拗らせまくっていたわたしを救ってくれた、「近所のお姉さん」

出だしから、ちょっとキモ目の例えですみません。
ただ、わたしにとっては完全にそれでした。

あ、ちなみに、伝わりにくい方もいらっしゃるかと思うので、少し補足すると、「近所のお姉さん」というのは、「世話焼き幼馴染」「通学路でぶつかる転校生」と並ぶ、神格化された3大存在の一つで、字面以上の破壊力を持っています。

少し真面目な話に戻すと、わたしが思い出していたのはこんなシーンです。

当時仲のよかった友人の家に泊まりに行き、寝る前に友人の彼女さんから「灯火さんって、もっと髪型いじったらよくなるんじゃない?」的なことを言ってくれました。
※よく考えると、「どんな状況だよ」と思いますが、大学生のときに実際にそんなシーンがありました。

それに対してのわたしは、「色々やろうとしたし、くせっ毛だから」とちょっと不機嫌になって、場の空気を悪くしただけでした(友人から、あれはなかったと後で怒られました)。

個人的には、語気を強めた気はなかったのですが、そんな風に映っていたというのが意外でしたし、素直に受け取りました。

そう、わたしは、「自分でもわかっているけど、どうしていいかわからない。だから、不機嫌になる」という、ただただ子どもじみた真似をしていただけでした。

そして、ミクさんの本を咀嚼し終えたときの感覚はまさにそれでした。

「キラキラした世界」へのコンプレックス

例えば、大手メディアへの実績。Xでの立ち居振る舞い。
InstagramよりXのほうが居心地がいい、わたしには無理だと諦めていました。

ですが、どこかうらやましかった。でも、方法がわからない。
だから、へそを曲げて「芸能人とか実態はわからない」とか「メディアはトレンドやバズを追いかけて薄っぺらい」とか、あまり表立って言うことはないですが、だからこそ、心の奥にずっとこびりついていました。

直視しないからこそ、へばりついた負の感情は落ちる気配がないどころか、どんどん強固になっていっていました。

そこに対して、ミクさんは書籍の中で次々に明かしてくれます。

読モあがりの尖ったことを言うライターにはなれないし、自分はそうはなりたくない。だから、自分は自分の領域で勝負するんだと。
同時に、自分は人見知りだとも言います。

ただ、キラキラした部分ばかり見て、何も見えていないのに変に対抗心を燃やしたり、どこか斜めに見ていたのは、他でもないわたし自身でした。

さらに、「生き残るためには企業との取引が必要な旨」や、色々試してみてダメだったライターの仕事の種類なども事細かに記されています。

それは、前回の感想noteでも触れたように、「自分にはこの分野があるから」とひけらかすことはしないまでも、大事に大事に握りしめていた部分でした。

金額が大きくなり、継続して安定したお話になりやすいのは、個人よりは企業との取引が必要です。

だからこそ、わたし自身企業案件に特にフォーカスを絞って、インタビューやプレスリリースをメインで行っているのですが、わたしが誇らしげに隠し持っていたものは、とっくにミクさんはご存じでした。

他にも、ミクさんは「没になった企画書」と「通った企画書」など、自分が出せるものはすべて出して、「少しでも役に立てれば」という一心でさらけ出されています。

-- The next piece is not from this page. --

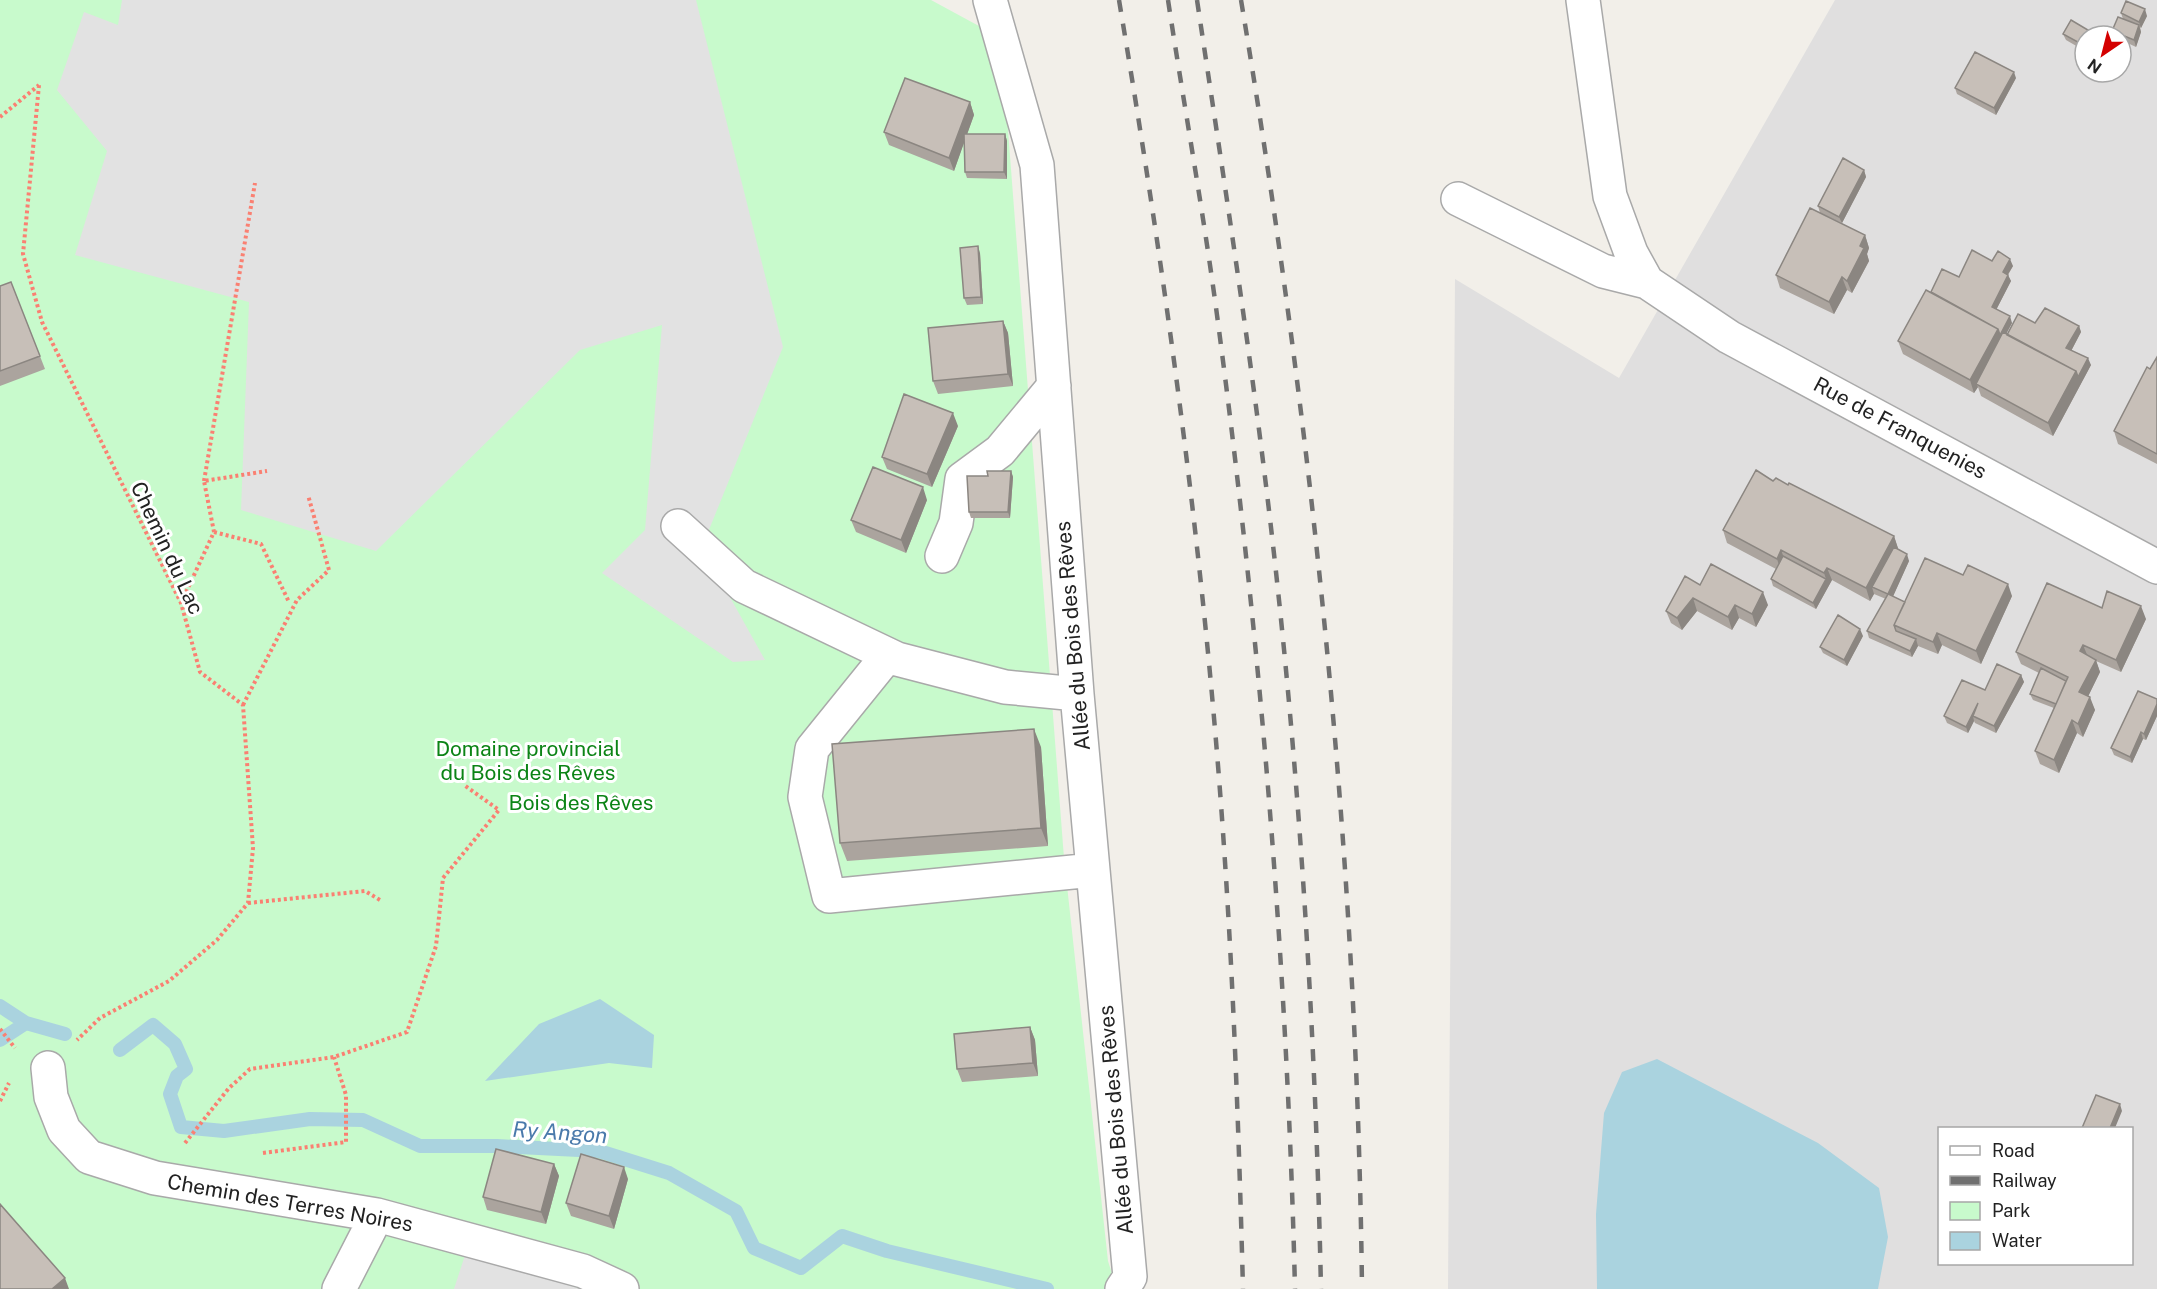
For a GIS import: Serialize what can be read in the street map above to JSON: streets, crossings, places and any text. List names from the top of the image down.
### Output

その姿勢に、強く心を打たれました。そして、同時に「なんて自分は器の小さい人間だったのだろう」と打ちのめされた気分になっていました。

その後、見えてきたこと

そして、変化としては、「素直にやってみよう」と思うことができました。

前回の感想noteでも触れた、応募数を増やすこともそうですし、自分がやりたいと思うジャンルで仕事を取るための考え方やアクションも、ミクさんが語っている通り、まずはやってみようという気持ちになれました。

それは、「こうやればいいんだ」という一つの方法が、しっかりと書かれているからです。もちろん、その通りにやればいいかはまた別の話ですし、その人の特性に合ったやり方にアレンジする必要があるかもしれません。

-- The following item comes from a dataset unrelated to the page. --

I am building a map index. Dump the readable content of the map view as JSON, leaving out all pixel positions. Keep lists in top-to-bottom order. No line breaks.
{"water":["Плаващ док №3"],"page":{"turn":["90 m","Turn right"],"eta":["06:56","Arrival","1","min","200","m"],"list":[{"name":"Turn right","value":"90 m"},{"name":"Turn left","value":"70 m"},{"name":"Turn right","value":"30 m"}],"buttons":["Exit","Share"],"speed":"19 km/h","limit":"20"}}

ですが、それは「一つのやり方」もまったくわからず、どうしていいかわからずに拗ねていたわたしにとって、大きな希望の光でした。

もちろんそれは、プライベートの事情が重なり、「より本気で稼ぎにいこう」と思えるタイミングだったのもありますが、それ以上に書いてある内容に打ちのめされたことが大きいです。

この内容を書くことにどれだけ自身と向き合ったのか、そして、読む人の役に立ちたいという想いや、何を嫌って何を大切にしているのか。
それが痛いくらいに伝わってきた本でした。

もう一つ、見えてきたこと

そして、素直に動いてみて、もう一つ見えてきたことがあります。
それは、ミクさんの本で具体的なやり方や考え方に触れさせていただいて、ライターとして、いやライターに限らず「どんどん案件が欲しい」と思えていなかった自分の本音も見えました。

何と言うんでしょうか。

例えば、受験勉強が終わったときに、あれだけ、勉強から逃げるためにやっていたゲームをやっていたのに、ふっとつまらなく感じるように。
あるいは、お金がギリギリのときは無駄遣いしがちだったのに、ちゃんと回るようになると、もったいないと思って変な買い物をしなくなるように。

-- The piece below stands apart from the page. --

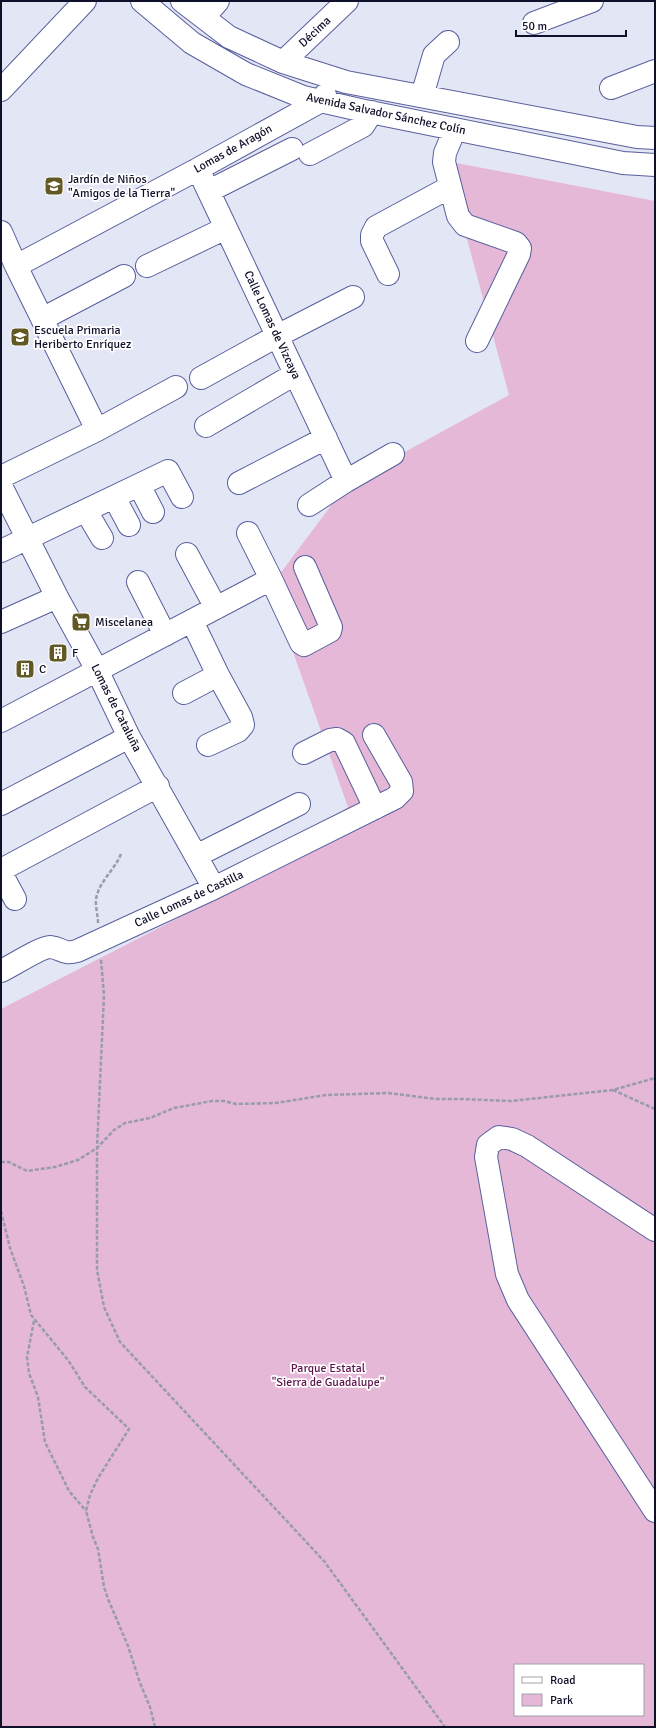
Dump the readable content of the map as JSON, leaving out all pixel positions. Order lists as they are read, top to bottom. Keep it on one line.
{"streets":{"street":["Décima","Avenida Salvador Sánchez Colín","Lomas de Aragón","Calle Lomas de Vizcaya","Lomas de Cataluña","Calle Lomas de Castilla"]},"crossings":[["Décima","Avenida Salvador Sánchez Colín"],["Avenida Salvador Sánchez Colín","Lomas de Aragón"],["Lomas de Aragón","Calle Lomas de Vizcaya"],["Lomas de Cataluña","Calle Lomas de Castilla"]],"parks":["Parque Estatal \"Sierra de Guadalupe\""],"places":{"school or university":["Jardín de Niños \"Amigos de la Tierra\"","Escuela Primaria Heriberto Enríquez"],"supermarket":["Miscelanea"],"building":["F","C"]},"legend":["Road","Park"],"scale_bar":"50 m"}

そんな形で、今まではひねくれていて見ようともしなかった道が、自分にとって本当に行きたい分野なのかを考えさせられるきっかけをいただきました。

今のわたしにとっては、まず重視すべきはお金です。
まず、過去の独立で丸々借金となって残ってしまったものから、少しでも身軽になる必要があります。

だからこそ、今のわたしの実力で獲得できる案件に対して、潜在的に少しネガティブになっている自分に気づきました。

大きくリソースをかけるなら、よりお金になりやすいほうを選びたいし、今の自分には別な選択肢があることにも気づかせていただきました(カスタマーサクセスという職種のお仕事の話です)。

とは言え、もちろん、それは全振りするというわけではありません。
どんなに忙しくなっても、noteに時間は取りたいですし、noteで無料公開する内容をAIで出力してもらうことはしないと決めています。
※音声で配信したものをリライトしたり、あるいは、完成形まですべて出力している方を非難する意図はありません。

ただ、ツールを使って効率化したい部分と、非効率でも向き合い続けたい部分に気づくことができました。
それは、やはり、ミクさんの本によって、素直になれた自分がいたからでした。

ミクさん、改めてこの度は素晴らしい本の出版、おめでとうございます!
わたしが、今までのnoteをしっかり読めてなかった部分もあるとは思いますが、ミクさんが本当に言いたいことを全身で浴びることができました。

間違いなくわたしにとって、最も影響を受けたビジネス書の大切な一冊として、これからも大切にしていきます。関東にお越しになるタイミングか、わたしが東海に行く際には、サインをいただけるように虎視眈々とタイミングを狙っています!(笑)

本当にnoteのご縁で知り合えてよかったです。メンバーシップにも入っていただき、いつもありがとうございます。

色々とこじらせていたわたしに、強烈なダメ出しと背中を押す言葉をくれた『近所のお姉さん』の教えを胸に、まずは素直に動いてみます。